Does it make any difference to the memory of an eyewitness whether the crime observed by him or her is violent? A study by Loftus and Burns (1982) suggests that the answer is "yes". Participants saw two filmed versions of a crime. In the violent version, a young boy was shot in the face near the end of the film as the robbers were making their getaway. Inclusion of the violent incident caused impaired memory for details presented up to two minutes earlier. Presumably the memory-impairing effects of violence would be even greater in the case of a real-life crime, because the presence of violent criminals might endanger the life of any eyewitness.

Post-event information

Elizabeth Loftus has shown very clearly that the memory of an incident can be systematically distorted by the questioning that occurs subsequently. To illustrate this point, we will discuss a study by Loftus and Palmer (1974). Participants were shown a film of a multiple car accident. After viewing the film, the participants described what had happened, and then answered specific questions. Some were asked, "About how fast were the cars going when they smashed into each other?", whereas for other participants the verb "hit" was substituted for "smashed into". Control participants were not asked a question about car speed. The estimated speed was affected by the verb used in the question, averaging 41 mph when the verb "smashed" was used versus 34 mph when "hit" was used. Thus, the information implicit in the question affected the way in which the accident was remembered.

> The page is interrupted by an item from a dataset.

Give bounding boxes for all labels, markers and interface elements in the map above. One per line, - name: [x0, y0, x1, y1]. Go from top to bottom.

One week later, all the participants were asked, "Did you see any broken glass?". There was actually no broken glass in the accident, but 32% of the participants who had been asked previously about speed using the verb "smashed" said they had seen broken glass. In contrast, only 14% of the participants asked using the verb "hit" said they had seen broken glass, and the figure was 12% for the control participants who had not been asked a question about speed (see Figure 8.5). Thus, our memory for events is fragile and susceptible to distortion.

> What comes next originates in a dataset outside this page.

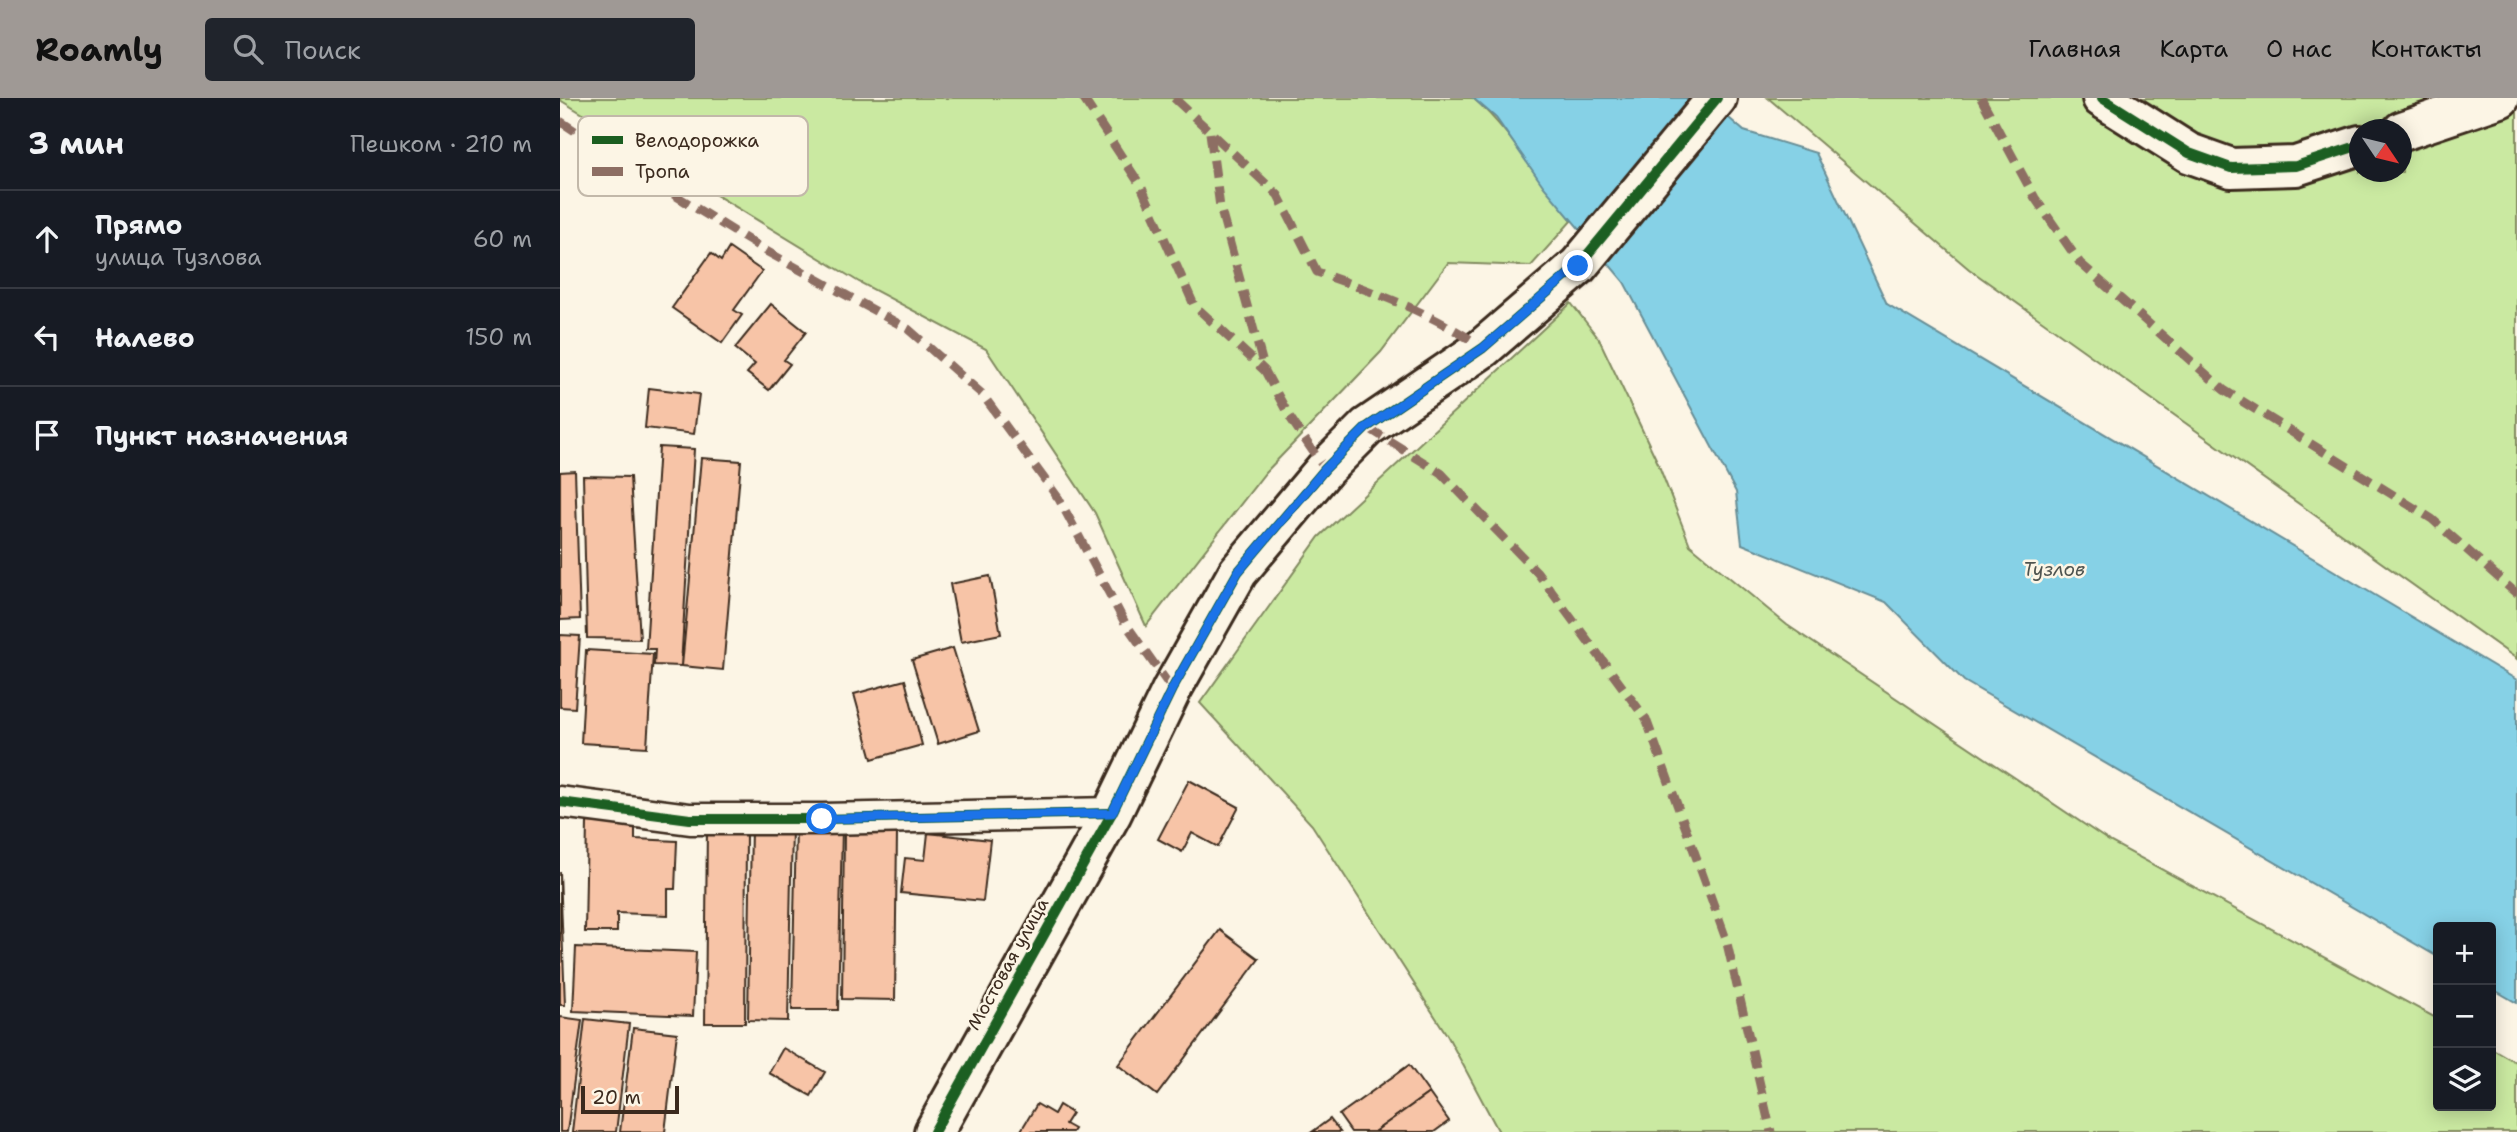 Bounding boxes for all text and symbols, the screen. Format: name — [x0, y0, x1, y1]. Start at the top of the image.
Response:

Even apparently trivial differences in the way in which a question is asked can have a marked effect on the answers elicited. Loftus and Zanni (1975) showed people a short film of a car accident, and then asked them various questions. Some eyewitnesses were asked, "Did you see a broken headlight?", whereas others were asked, "Did you see the broken headlight?". In fact, there was no broken headlight in the film, but the latter question implied that there was. Only 7% of those asked about a broken headlight said they had seen it, compared to 17% of those asked about the broken headlight.

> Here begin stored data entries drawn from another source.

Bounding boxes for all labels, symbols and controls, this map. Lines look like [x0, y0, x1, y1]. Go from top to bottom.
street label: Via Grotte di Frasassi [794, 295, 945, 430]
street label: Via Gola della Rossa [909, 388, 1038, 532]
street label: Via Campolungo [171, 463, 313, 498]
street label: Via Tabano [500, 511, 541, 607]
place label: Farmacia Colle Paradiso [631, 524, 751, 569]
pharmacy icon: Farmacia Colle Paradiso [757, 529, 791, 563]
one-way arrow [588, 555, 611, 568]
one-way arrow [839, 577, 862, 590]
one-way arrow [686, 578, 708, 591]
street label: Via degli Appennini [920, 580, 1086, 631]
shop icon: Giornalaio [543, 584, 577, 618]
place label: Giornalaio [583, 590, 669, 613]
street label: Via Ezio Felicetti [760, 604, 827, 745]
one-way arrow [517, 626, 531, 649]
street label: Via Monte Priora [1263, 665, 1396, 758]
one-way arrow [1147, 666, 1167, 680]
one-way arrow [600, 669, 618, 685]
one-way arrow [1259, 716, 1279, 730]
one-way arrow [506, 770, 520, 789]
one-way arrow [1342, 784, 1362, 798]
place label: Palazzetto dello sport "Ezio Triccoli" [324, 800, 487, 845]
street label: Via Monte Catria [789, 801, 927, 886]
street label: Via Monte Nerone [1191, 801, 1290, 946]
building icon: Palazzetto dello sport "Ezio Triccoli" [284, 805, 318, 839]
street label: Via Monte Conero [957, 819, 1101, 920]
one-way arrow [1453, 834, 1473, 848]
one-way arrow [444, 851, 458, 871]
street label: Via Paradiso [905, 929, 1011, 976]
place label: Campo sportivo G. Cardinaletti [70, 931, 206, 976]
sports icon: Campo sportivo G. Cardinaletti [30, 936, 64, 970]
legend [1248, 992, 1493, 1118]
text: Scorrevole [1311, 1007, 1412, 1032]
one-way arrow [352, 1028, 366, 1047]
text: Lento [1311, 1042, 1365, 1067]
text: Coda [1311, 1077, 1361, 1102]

The tendency for post-event information to distort memory presumably depends in part on individual differences in susceptibility to misinformation. This issue was studied by Tomes and Katz (1997). Those who habitually accepted misinformation possessed the following characteristics:

• Poor general memory for the event for items of information not associated with misinformation.

• High scores on imagery vividness.

• High empathy scores, indicating that they were good at identifying with the moods and thoughts of others.

More research is needed to clarify the role of individual differences in susceptibility to misinformation.

The notions that eyewitness memory is fragile and easily distorted were shown strikingly by Schooler and Engstler-Schooler (1990). They presented their participants with a film of a crime. After that, some participants provided a detailed verbal report of the criminal's appearance, whereas others did an unrelated task. Finally, all the participants tried to select the criminal's face on a recognition test. Those who had provided the detailed verbal report performed worse than the other participants on this test. This phenomenon (termed verbal overshadowing of visual memories) presumably occurred because the verbal reports interfered with recollection of the purely visual information about the criminal's face.

Theoretical views

How does misleading post-event information distort what eyewitnesses report? According to Loftus (1979), information from the misleading questions permanently alters the memory representation of the incident: the previously formed memory is "overwritten" and destroyed. In support of this position, Loftus showed that it can be very difficult to retrieve the original memory. In one study, Loftus (1979) offered her participants $25 if their recall of an incident was accurate. This incentive totally failed to prevent their recollections being distorted by the misleading information they had heard.

The notion that the original memory of an event is destroyed by post-event information is not generally accepted, because there is evidence that the original information remains in long-term memory. For example, Dodson and Reisberg (1991) used an implicit memory test to show that misinformation had not destroyed the original memories of an event. They concluded that misinformation simply makes these memories inaccessible.

Loftus (1992) argued for a less extreme position than the one she had adopted previously. She emphasised the notion of misinformation acceptance: the participants "accept" misleading information presented to them after an event, and subsequently they regard it as forming part of their memory of that event. There is a greater tendency to accept post-event information in this way as the time since the event increases.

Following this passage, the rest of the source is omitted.